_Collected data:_
────────────────────

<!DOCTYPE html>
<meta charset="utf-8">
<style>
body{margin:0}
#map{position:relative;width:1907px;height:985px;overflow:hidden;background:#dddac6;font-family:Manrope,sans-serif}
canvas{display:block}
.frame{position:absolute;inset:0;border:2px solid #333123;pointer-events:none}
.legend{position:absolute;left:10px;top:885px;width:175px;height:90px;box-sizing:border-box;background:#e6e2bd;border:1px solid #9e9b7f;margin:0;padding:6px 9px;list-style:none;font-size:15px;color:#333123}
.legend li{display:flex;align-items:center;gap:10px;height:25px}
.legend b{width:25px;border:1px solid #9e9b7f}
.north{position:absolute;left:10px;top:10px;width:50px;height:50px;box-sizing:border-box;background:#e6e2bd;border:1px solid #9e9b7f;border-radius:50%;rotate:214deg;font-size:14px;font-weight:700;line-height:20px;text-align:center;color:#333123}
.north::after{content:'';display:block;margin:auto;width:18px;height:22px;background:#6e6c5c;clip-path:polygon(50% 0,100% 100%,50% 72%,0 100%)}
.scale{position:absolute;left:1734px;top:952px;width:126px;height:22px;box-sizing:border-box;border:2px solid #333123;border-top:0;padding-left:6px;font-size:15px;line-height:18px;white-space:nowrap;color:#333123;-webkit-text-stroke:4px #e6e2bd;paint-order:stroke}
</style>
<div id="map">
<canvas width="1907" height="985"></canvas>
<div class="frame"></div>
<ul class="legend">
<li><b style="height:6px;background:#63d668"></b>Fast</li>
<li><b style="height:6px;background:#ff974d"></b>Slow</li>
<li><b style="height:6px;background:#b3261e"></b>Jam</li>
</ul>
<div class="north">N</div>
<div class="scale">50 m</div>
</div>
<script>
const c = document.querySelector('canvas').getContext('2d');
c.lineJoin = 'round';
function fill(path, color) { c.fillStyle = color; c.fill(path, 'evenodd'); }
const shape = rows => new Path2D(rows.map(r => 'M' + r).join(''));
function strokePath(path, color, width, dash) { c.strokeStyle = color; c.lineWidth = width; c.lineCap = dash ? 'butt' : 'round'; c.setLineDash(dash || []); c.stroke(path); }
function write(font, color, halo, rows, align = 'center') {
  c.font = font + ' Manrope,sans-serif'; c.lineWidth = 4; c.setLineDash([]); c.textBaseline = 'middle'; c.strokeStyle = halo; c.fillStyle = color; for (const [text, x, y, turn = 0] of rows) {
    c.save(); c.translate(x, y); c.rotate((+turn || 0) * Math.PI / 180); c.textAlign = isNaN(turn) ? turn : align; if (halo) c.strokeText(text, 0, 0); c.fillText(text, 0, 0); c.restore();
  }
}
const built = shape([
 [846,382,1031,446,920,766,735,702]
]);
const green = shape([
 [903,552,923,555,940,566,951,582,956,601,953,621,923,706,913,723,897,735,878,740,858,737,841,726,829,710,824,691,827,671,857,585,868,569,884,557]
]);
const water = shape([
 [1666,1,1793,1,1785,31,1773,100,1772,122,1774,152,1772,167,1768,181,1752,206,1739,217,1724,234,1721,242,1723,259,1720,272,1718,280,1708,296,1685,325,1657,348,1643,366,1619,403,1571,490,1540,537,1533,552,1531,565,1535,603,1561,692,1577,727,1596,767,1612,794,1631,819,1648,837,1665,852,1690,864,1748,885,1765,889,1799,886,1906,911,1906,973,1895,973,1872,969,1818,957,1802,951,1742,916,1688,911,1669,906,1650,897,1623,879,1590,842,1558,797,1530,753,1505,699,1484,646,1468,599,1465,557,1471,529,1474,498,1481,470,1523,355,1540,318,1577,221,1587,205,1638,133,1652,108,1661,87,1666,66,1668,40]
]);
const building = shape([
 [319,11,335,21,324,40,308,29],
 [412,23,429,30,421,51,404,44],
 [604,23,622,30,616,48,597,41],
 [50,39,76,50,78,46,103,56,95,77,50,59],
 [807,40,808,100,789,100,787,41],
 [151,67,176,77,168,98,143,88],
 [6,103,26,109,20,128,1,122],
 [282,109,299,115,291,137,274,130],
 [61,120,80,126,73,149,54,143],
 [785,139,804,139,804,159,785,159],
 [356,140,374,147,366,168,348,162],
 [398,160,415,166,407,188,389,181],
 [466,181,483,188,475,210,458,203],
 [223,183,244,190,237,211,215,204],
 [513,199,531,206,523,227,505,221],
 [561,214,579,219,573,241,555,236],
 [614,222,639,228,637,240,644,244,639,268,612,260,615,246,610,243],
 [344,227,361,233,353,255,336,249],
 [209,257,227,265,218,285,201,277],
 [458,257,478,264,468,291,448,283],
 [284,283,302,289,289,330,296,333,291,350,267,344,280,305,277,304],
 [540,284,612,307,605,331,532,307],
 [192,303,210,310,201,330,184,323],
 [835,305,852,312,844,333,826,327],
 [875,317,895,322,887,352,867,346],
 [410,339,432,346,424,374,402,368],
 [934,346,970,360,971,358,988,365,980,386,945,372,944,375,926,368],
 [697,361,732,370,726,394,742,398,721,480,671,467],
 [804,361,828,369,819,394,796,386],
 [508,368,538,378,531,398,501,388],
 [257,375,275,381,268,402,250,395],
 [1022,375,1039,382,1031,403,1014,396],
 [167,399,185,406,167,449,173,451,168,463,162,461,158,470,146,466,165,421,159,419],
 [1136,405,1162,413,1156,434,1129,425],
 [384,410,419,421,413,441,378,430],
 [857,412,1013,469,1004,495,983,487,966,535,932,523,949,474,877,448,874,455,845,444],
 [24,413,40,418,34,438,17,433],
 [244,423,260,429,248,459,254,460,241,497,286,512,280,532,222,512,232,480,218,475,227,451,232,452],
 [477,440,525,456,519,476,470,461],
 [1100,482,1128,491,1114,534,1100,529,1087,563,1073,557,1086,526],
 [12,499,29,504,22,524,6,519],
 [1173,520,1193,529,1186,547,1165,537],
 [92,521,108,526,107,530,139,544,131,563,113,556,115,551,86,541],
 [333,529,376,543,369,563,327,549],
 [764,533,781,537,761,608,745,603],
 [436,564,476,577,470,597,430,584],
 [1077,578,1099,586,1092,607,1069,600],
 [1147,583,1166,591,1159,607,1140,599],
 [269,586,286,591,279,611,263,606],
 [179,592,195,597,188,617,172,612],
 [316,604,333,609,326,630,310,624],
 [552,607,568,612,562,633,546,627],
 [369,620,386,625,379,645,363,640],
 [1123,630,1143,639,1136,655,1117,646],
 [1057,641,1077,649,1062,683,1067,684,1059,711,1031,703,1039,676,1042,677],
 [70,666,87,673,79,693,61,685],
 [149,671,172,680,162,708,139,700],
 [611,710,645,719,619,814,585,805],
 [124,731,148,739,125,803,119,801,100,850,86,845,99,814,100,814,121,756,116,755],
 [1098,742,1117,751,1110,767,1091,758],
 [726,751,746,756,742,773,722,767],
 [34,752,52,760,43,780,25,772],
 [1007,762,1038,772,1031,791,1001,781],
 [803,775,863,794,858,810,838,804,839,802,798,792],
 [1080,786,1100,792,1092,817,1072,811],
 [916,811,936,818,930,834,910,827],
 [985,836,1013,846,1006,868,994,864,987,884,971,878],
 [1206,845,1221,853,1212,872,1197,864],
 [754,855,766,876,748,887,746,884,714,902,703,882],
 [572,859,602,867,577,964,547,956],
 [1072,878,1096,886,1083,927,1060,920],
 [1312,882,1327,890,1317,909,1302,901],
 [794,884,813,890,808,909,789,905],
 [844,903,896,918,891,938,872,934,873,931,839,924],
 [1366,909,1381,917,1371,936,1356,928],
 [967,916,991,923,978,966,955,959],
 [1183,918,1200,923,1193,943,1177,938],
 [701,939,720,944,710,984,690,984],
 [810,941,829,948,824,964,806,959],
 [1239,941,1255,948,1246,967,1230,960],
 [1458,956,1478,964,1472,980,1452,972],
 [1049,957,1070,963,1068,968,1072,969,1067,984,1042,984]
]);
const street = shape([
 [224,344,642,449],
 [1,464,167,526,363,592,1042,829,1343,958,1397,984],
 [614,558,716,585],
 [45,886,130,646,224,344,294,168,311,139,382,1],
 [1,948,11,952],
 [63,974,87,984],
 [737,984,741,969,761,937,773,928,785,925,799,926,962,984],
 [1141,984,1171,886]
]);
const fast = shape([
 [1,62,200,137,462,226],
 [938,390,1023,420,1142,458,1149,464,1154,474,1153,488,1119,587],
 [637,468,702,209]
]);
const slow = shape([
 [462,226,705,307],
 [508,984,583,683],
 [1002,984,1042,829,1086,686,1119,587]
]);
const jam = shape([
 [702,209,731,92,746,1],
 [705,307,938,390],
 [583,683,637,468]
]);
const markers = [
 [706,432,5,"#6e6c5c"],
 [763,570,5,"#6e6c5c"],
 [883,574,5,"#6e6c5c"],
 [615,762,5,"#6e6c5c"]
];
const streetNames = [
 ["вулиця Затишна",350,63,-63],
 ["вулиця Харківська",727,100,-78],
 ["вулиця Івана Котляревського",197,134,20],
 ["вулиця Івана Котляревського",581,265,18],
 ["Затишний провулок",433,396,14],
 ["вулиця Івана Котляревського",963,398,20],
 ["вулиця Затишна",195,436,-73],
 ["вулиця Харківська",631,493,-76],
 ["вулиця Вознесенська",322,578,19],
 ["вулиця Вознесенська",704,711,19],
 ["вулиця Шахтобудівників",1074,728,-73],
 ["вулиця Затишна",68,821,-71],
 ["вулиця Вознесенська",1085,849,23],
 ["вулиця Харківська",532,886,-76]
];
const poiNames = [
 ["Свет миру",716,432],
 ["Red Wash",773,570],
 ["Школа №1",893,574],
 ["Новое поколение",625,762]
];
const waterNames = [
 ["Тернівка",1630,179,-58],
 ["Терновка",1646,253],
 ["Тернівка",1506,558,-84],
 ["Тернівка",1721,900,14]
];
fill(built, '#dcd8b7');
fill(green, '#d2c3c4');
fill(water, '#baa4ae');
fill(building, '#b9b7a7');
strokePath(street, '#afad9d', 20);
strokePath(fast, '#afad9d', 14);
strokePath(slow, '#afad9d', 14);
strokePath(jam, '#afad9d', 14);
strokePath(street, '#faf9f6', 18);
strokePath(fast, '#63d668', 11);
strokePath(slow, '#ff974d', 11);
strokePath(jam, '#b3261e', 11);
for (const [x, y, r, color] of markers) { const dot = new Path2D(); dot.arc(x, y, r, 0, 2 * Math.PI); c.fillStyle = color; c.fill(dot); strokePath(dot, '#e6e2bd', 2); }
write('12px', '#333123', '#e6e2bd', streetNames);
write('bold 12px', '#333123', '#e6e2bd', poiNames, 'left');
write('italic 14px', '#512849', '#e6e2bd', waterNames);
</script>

────────────────────

_Try it:_
Filter the data down to the lines that contain the string "rows", and copy them.

_Answer below:_
const shape = rows => new Path2D(rows.map(r => 'M' + r).join(''));
function write(font, color, halo, rows, align = 'center') {
  c.font = font + ' Manrope,sans-serif'; c.lineWidth = 4; c.setLineDash([]); c.textBaseline = 'middle'; c.strokeStyle = halo; c.fillStyle = color; for (const [text, x, y, turn = 0] of rows) {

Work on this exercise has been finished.